DATA FOR PROCESSING: Begin

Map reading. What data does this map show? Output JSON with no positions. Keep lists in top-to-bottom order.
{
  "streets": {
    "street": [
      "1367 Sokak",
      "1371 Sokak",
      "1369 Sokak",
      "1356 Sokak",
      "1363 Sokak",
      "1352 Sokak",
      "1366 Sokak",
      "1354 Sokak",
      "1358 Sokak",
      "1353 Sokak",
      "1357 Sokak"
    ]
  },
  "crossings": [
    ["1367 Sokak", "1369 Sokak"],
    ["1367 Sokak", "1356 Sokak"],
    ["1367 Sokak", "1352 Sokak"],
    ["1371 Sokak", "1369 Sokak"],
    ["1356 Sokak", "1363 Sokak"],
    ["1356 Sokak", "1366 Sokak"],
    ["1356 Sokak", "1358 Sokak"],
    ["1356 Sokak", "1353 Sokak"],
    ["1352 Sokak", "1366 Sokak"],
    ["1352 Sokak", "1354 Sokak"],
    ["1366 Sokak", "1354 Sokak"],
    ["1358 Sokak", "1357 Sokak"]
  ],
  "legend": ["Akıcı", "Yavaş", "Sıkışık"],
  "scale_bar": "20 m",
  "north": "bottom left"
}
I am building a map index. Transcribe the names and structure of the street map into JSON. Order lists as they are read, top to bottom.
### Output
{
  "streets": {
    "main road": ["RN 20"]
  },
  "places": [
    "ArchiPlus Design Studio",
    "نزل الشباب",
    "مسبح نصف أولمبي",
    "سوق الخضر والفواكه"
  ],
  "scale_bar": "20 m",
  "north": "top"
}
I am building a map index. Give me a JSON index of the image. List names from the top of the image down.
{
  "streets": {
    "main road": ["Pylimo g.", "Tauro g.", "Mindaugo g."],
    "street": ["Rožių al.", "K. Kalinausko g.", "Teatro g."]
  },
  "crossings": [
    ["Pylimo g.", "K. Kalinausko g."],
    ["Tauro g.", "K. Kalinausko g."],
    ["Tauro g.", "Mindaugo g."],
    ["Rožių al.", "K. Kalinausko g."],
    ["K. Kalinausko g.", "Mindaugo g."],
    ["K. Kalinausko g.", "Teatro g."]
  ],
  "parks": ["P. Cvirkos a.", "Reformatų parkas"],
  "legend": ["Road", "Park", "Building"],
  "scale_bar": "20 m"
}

DATA FOR PROCESSING: End

• THE PROBLEM
Send back the whole listing, exactly as written.

• YOUR SOLUTION
Map reading. What data does this map show? Output JSON with no positions. Keep lists in top-to-bottom order.
{
  "streets": {
    "street": [
      "1367 Sokak",
      "1371 Sokak",
      "1369 Sokak",
      "1356 Sokak",
      "1363 Sokak",
      "1352 Sokak",
      "1366 Sokak",
      "1354 Sokak",
      "1358 Sokak",
      "1353 Sokak",
      "1357 Sokak"
    ]
  },
  "crossings": [
    ["1367 Sokak", "1369 Sokak"],
    ["1367 Sokak", "1356 Sokak"],
    ["1367 Sokak", "1352 Sokak"],
    ["1371 Sokak", "1369 Sokak"],
    ["1356 Sokak", "1363 Sokak"],
    ["1356 Sokak", "1366 Sokak"],
    ["1356 Sokak", "1358 Sokak"],
    ["1356 Sokak", "1353 Sokak"],
    ["1352 Sokak", "1366 Sokak"],
    ["1352 Sokak", "1354 Sokak"],
    ["1366 Sokak", "1354 Sokak"],
    ["1358 Sokak", "1357 Sokak"]
  ],
  "legend": ["Akıcı", "Yavaş", "Sıkışık"],
  "scale_bar": "20 m",
  "north": "bottom left"
}
I am building a map index. Transcribe the names and structure of the street map into JSON. Order lists as they are read, top to bottom.
### Output
{
  "streets": {
    "main road": ["RN 20"]
  },
  "places": [
    "ArchiPlus Design Studio",
    "نزل الشباب",
    "مسبح نصف أولمبي",
    "سوق الخضر والفواكه"
  ],
  "scale_bar": "20 m",
  "north": "top"
}
I am building a map index. Give me a JSON index of the image. List names from the top of the image down.
{
  "streets": {
    "main road": ["Pylimo g.", "Tauro g.", "Mindaugo g."],
    "street": ["Rožių al.", "K. Kalinausko g.", "Teatro g."]
  },
  "crossings": [
    ["Pylimo g.", "K. Kalinausko g."],
    ["Tauro g.", "K. Kalinausko g."],
    ["Tauro g.", "Mindaugo g."],
    ["Rožių al.", "K. Kalinausko g."],
    ["K. Kalinausko g.", "Mindaugo g."],
    ["K. Kalinausko g.", "Teatro g."]
  ],
  "parks": ["P. Cvirkos a.", "Reformatų parkas"],
  "legend": ["Road", "Park", "Building"],
  "scale_bar": "20 m"
}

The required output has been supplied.